Both of these characteristics are dependent on the FPGA. Also by using FPGAs system cost would be less and the FPGAs had a readily available, internally supported serial link that could be used.

But by using an FPGA, the computational capabilities are more limited and re-configurating (re-programming) the storage cluster’s compute capabilities will take more time. If they used a more general purpose CPU in front of the flash chips they could support a much richer computational offload next to the storage chips.  For example, in their prototype the FPGAs supported ‘word-counting’ offload functionality.

Nonetheless, as most flash storage these days already have a fairly sophisticated controller, it’s not much of a stretch to bump this compute power up to something a bit more programmable and make its functionality more available via APIs.  I suppose to gain equivalent performance this would need to use PCIe flash cards.

Where they would get the internal card to card serial link with general purpose CPUs may be a concern, which brings up another question.

The distributed controller gives them what exactly?

I believe that with a serial link based distributed controller they don’t need a full networking stack to access the PCIe flash storage on other nodes.
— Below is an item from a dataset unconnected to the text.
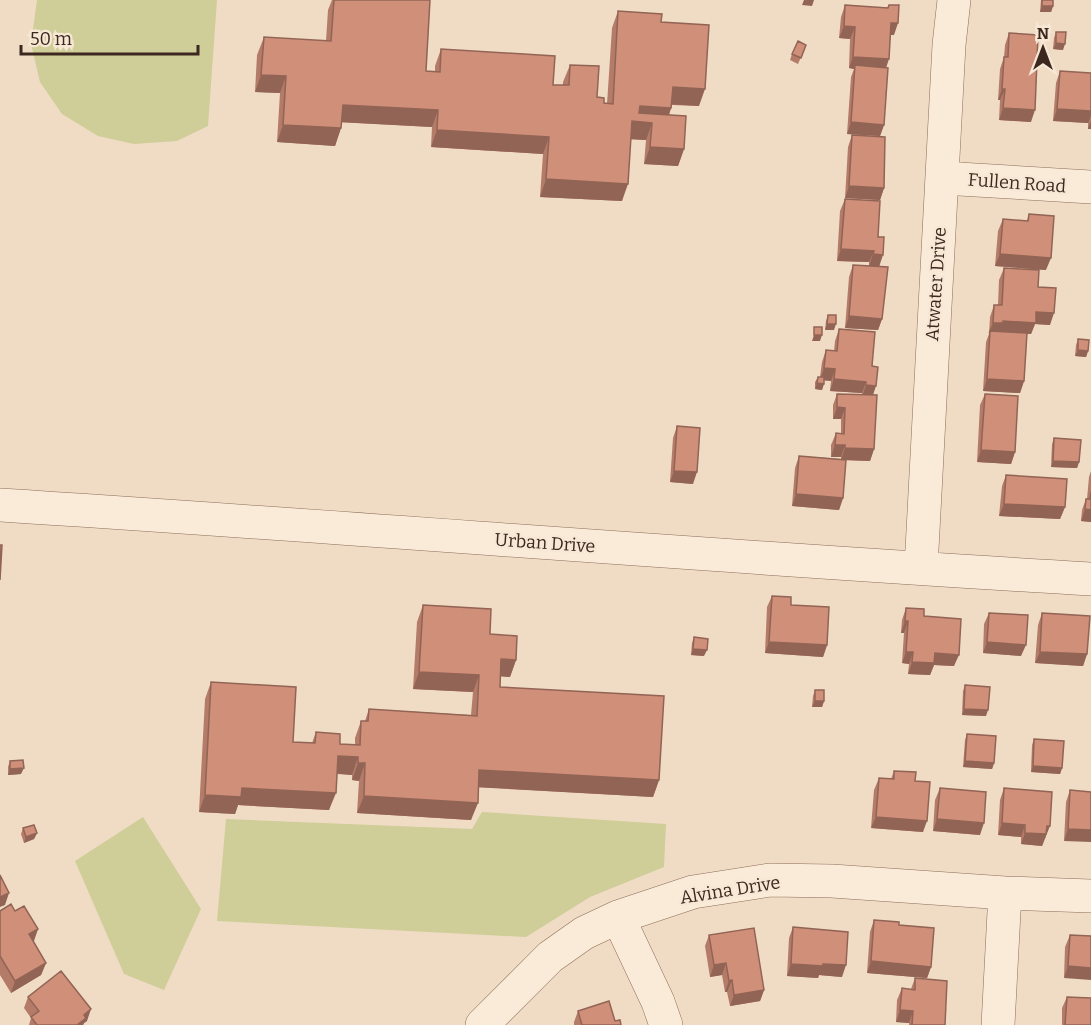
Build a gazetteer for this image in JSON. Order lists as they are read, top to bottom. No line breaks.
{"streets":{"street":["Fullen Road","Atwater Drive","Urban Drive","Alvina Drive"]},"crossings":[["Fullen Road","Atwater Drive"],["Atwater Drive","Urban Drive"]],"scale_bar":"50 m","north":"top"}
This should save both access time and compute power.

In follow on work, the MIT researchers plan to implement a Linux based, distributed file system across the BlueDBM. This should give them a more normal storage stack for their system. How this may interact with the computational offload capabilities is another question.

I would have to say the reduction in access latency is what they were after with the distributed controller and they seem to have achieved it, as noted above. I suppose something similar could be done with multiple PCIe cards in the same host but with the potential to grow from 4 to 20 nodes, the BlueDBM starts to look more interesting.

What sort of application could use such a device?

They talked about performing near real-time analysis of scientific data or modeling all the particles in a simulation of the universe.  But just about any application that required extremely low access time with limited data services could potentially take advantage of their storage system. High Frequency Trading comes to mind.

As for big data applications, I haven’t heard of any big data deployments that use SSDs for basic storage let alone PCIe flash cards. I don’t believe there’s going to be a lot of big data analytics that has need for this fast a storage system.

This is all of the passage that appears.